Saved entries
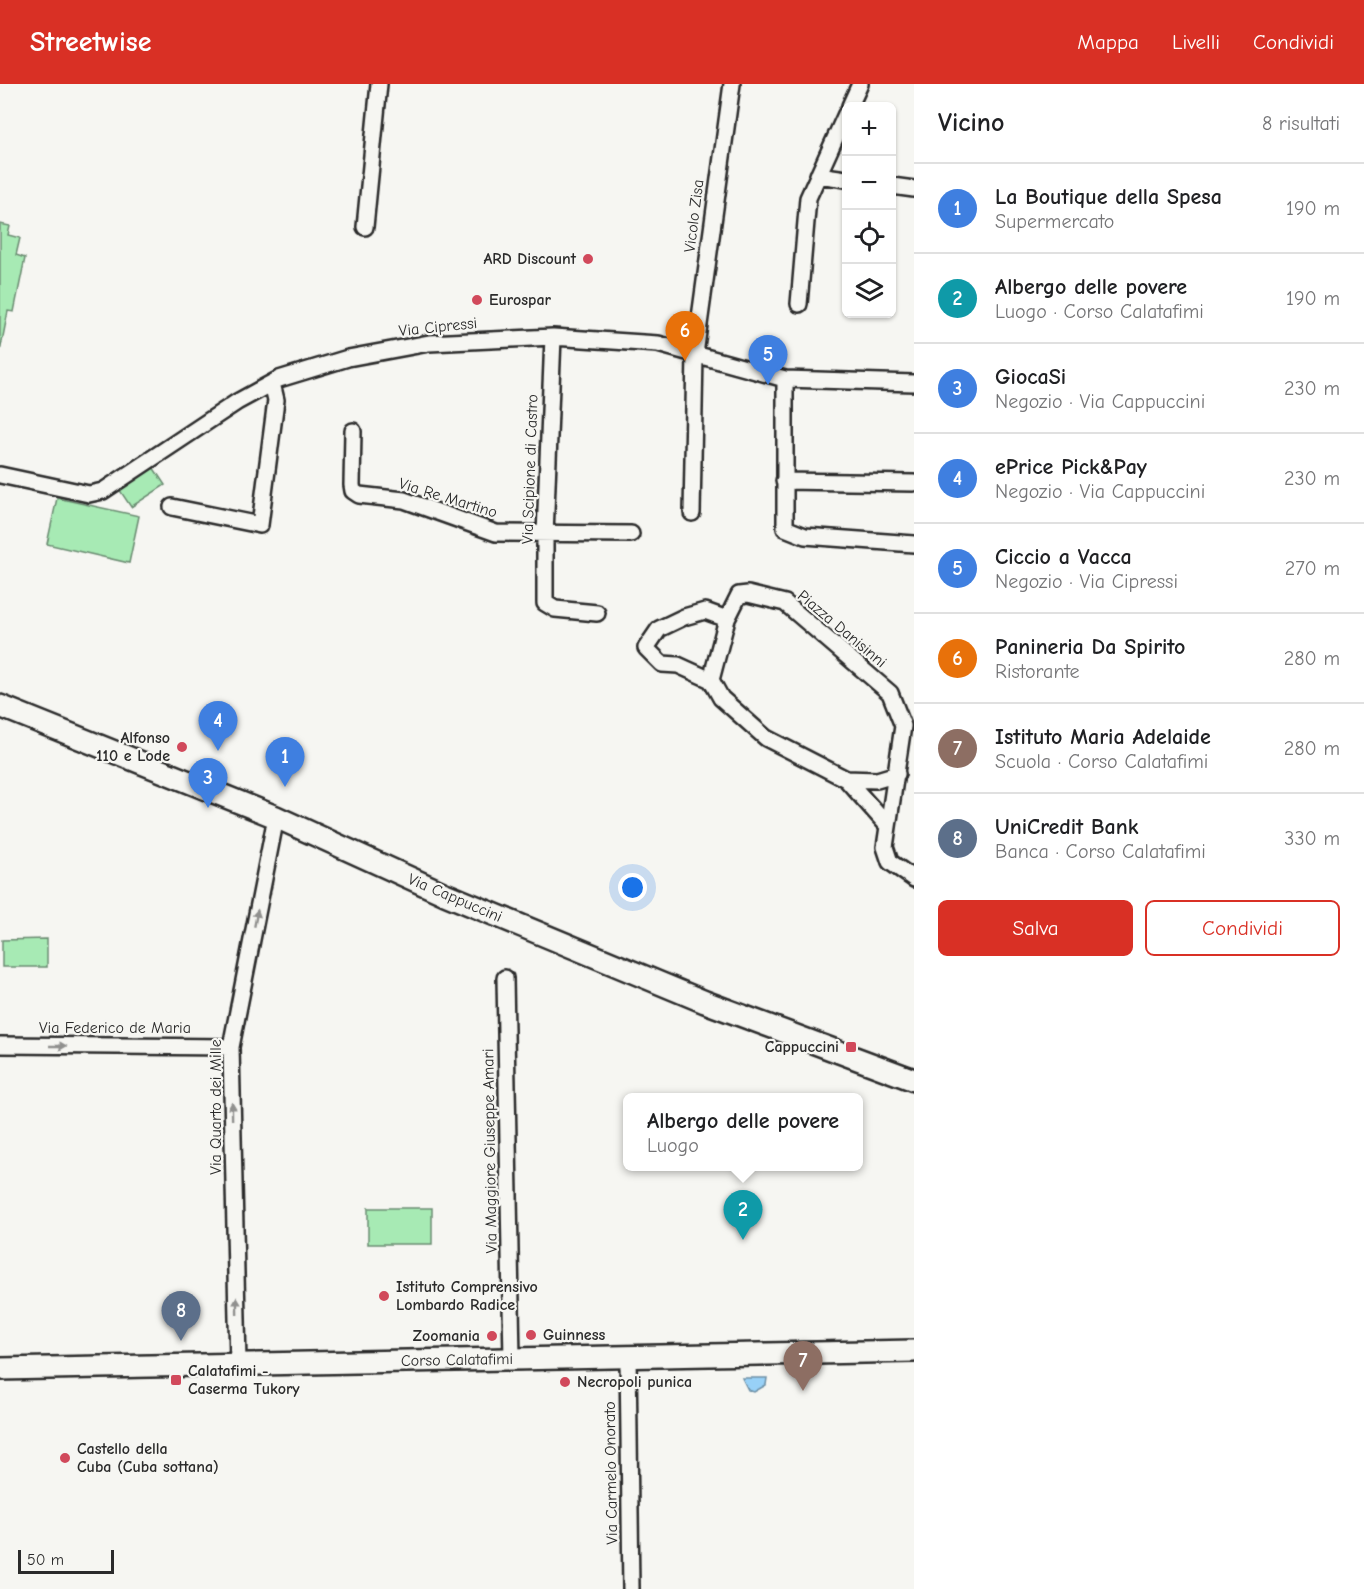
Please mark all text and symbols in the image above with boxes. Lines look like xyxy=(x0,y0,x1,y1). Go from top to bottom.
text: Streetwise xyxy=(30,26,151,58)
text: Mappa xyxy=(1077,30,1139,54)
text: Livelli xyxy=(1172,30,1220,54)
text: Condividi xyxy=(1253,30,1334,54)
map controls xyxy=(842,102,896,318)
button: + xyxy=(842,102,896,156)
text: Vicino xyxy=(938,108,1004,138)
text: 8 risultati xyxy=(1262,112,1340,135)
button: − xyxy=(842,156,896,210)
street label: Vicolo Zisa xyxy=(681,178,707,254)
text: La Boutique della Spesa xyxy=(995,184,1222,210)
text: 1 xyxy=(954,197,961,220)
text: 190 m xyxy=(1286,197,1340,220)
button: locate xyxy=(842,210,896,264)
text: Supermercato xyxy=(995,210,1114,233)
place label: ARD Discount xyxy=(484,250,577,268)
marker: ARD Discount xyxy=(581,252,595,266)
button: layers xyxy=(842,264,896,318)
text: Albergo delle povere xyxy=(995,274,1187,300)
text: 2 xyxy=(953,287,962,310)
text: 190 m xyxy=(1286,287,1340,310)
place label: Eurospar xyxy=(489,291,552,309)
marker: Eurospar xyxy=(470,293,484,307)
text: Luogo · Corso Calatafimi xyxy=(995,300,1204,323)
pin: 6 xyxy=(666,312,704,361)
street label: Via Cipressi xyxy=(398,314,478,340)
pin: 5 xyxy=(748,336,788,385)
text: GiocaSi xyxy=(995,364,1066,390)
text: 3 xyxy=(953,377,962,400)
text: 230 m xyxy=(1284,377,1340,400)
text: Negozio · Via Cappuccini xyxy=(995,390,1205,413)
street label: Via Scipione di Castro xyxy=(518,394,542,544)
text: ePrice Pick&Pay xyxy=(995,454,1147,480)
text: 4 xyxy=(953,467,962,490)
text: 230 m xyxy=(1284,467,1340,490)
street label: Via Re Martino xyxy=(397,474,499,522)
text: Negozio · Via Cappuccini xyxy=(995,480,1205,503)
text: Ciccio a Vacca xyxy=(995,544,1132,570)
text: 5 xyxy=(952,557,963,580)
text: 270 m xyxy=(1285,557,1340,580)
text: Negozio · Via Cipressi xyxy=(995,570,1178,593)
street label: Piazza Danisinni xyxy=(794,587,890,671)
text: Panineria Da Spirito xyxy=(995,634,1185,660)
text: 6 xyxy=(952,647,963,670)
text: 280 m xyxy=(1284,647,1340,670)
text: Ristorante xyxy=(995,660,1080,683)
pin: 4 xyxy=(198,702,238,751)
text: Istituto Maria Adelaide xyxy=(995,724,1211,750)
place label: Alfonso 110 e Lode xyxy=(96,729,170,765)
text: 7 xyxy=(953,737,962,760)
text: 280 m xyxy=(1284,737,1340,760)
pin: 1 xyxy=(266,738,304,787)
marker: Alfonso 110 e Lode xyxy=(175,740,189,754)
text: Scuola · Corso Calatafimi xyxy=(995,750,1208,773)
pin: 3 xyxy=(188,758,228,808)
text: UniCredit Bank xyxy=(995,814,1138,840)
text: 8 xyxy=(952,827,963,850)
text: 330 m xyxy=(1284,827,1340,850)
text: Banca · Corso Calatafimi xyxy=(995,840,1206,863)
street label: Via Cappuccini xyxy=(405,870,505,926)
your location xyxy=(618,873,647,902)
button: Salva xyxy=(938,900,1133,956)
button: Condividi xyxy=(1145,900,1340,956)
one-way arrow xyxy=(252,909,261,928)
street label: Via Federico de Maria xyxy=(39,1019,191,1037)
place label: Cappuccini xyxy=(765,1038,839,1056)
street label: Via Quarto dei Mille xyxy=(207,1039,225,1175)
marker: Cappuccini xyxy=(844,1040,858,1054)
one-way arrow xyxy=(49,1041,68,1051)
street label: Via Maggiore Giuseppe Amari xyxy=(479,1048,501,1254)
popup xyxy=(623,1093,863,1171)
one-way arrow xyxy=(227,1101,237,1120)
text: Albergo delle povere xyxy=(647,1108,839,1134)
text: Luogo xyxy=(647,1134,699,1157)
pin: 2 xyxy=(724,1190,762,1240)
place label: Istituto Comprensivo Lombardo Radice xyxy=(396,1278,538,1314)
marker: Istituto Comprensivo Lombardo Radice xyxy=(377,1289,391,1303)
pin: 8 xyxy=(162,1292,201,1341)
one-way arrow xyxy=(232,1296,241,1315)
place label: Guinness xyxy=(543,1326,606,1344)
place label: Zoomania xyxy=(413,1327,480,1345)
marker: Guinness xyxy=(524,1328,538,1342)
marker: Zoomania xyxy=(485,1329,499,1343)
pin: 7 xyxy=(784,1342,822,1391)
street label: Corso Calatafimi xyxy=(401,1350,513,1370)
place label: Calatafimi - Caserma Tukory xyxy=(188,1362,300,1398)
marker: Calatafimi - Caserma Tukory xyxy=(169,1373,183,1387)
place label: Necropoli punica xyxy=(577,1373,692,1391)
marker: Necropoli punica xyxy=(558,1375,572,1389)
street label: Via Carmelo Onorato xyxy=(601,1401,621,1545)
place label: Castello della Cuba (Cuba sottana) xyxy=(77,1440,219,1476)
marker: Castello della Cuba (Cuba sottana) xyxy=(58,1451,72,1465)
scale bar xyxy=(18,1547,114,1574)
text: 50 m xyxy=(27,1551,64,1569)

**GOAL OF THE EXERCISE**
The required output is a copy of each line in the records where the string "Corso" occurs.

**WRITTEN SOLUTION**
text: Luogo · Corso Calatafimi xyxy=(995,300,1204,323)
text: Scuola · Corso Calatafimi xyxy=(995,750,1208,773)
text: Banca · Corso Calatafimi xyxy=(995,840,1206,863)
street label: Corso Calatafimi xyxy=(401,1350,513,1370)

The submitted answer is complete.